• **Exercise directions**
Copy the entries below word for word, but omit any pictures they contain.

+ + +

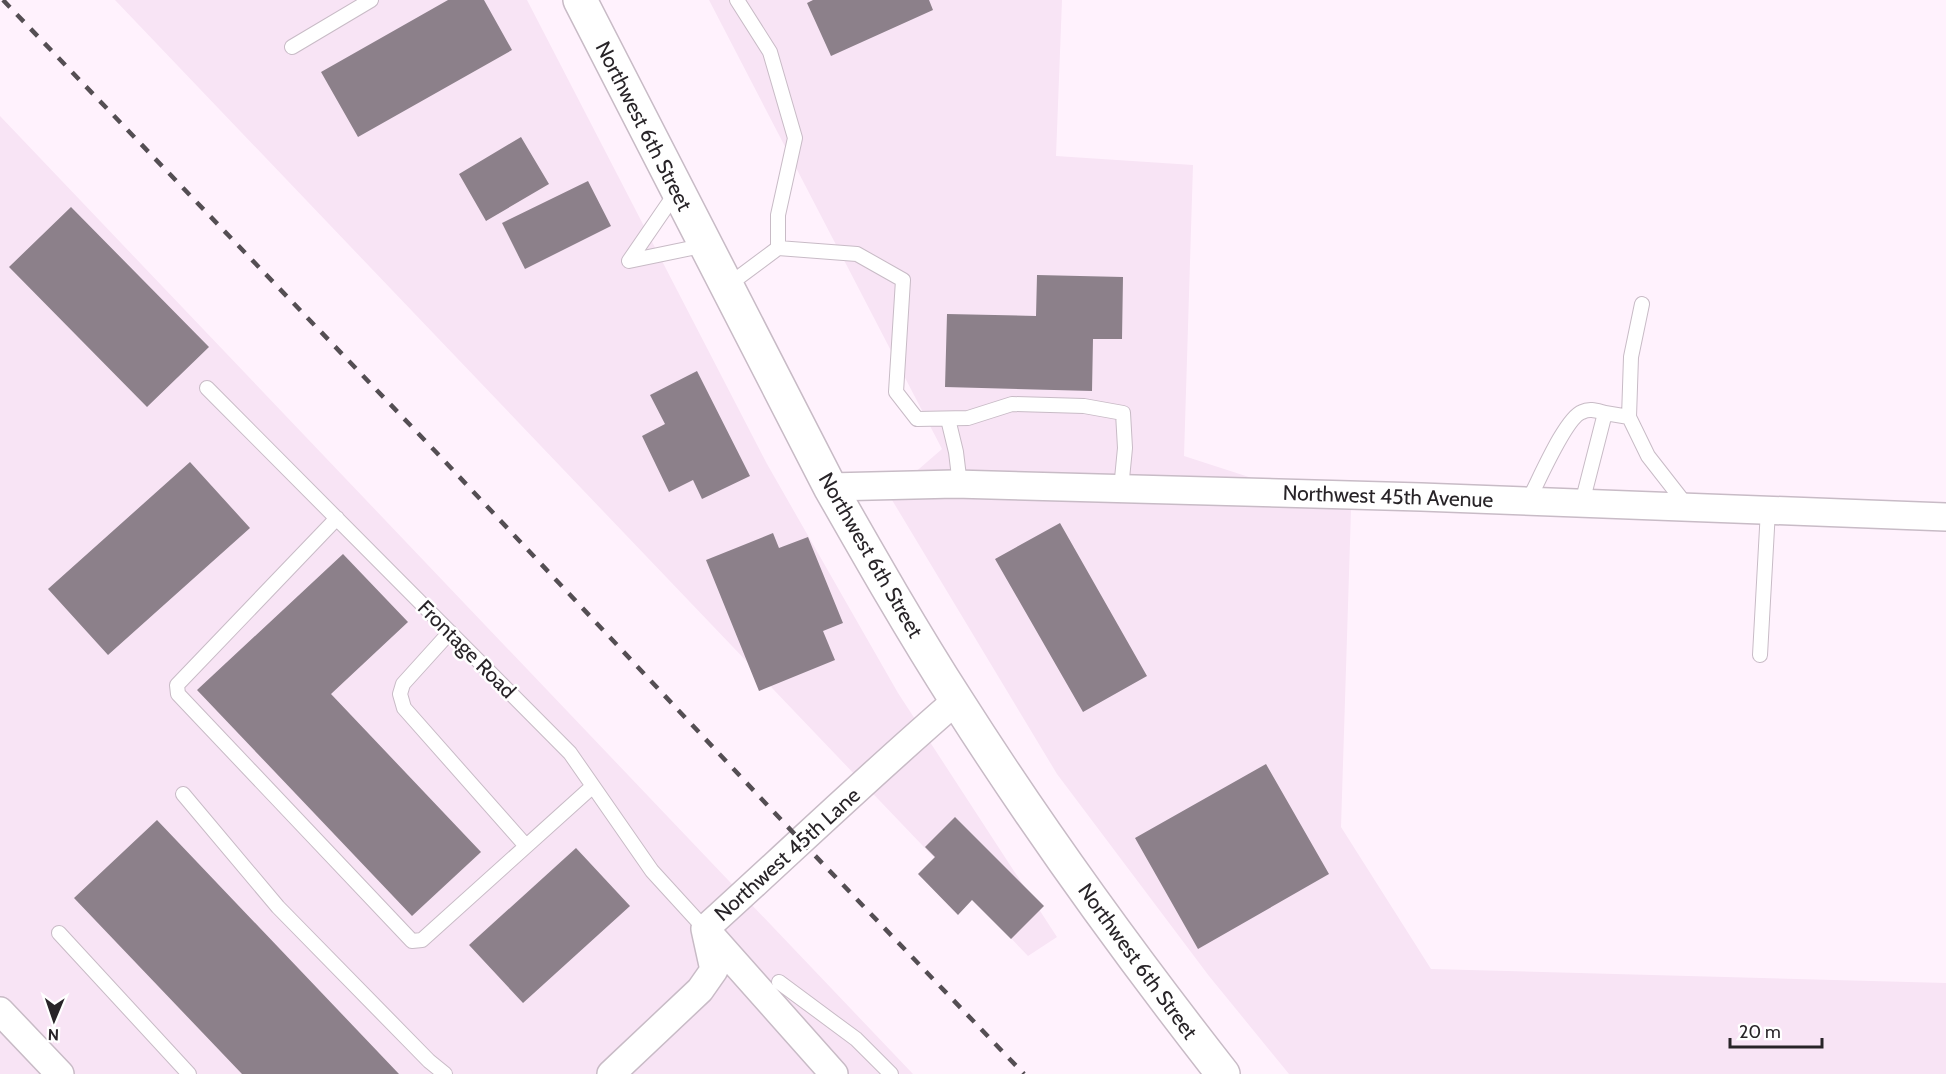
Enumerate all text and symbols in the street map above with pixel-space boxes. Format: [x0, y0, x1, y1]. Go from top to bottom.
street label: Northwest 6th Street [591, 37, 697, 215]
street label: Northwest 6th Street [814, 468, 928, 642]
street label: Northwest 45th Avenue [1282, 480, 1494, 512]
street label: Frontage Road [413, 595, 521, 703]
street label: Northwest 45th Lane [709, 782, 865, 926]
street label: Northwest 6th Street [1073, 878, 1203, 1044]
north arrow [24, 990, 84, 1050]
scale bar [1730, 1011, 1822, 1049]
text: 20 m [1739, 1021, 1781, 1043]
text: N [48, 1025, 59, 1044]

+ + +

• **Solution to this task**
Enumerate all text and symbols in the street map above with pixel-space boxes. Format: [x0, y0, x1, y1]. Go from top to bottom.
street label: Northwest 6th Street [591, 37, 697, 215]
street label: Northwest 6th Street [814, 468, 928, 642]
street label: Northwest 45th Avenue [1282, 480, 1494, 512]
street label: Frontage Road [413, 595, 521, 703]
street label: Northwest 45th Lane [709, 782, 865, 926]
street label: Northwest 6th Street [1073, 878, 1203, 1044]
north arrow [24, 990, 84, 1050]
scale bar [1730, 1011, 1822, 1049]
text: 20 m [1739, 1021, 1781, 1043]
text: N [48, 1025, 59, 1044]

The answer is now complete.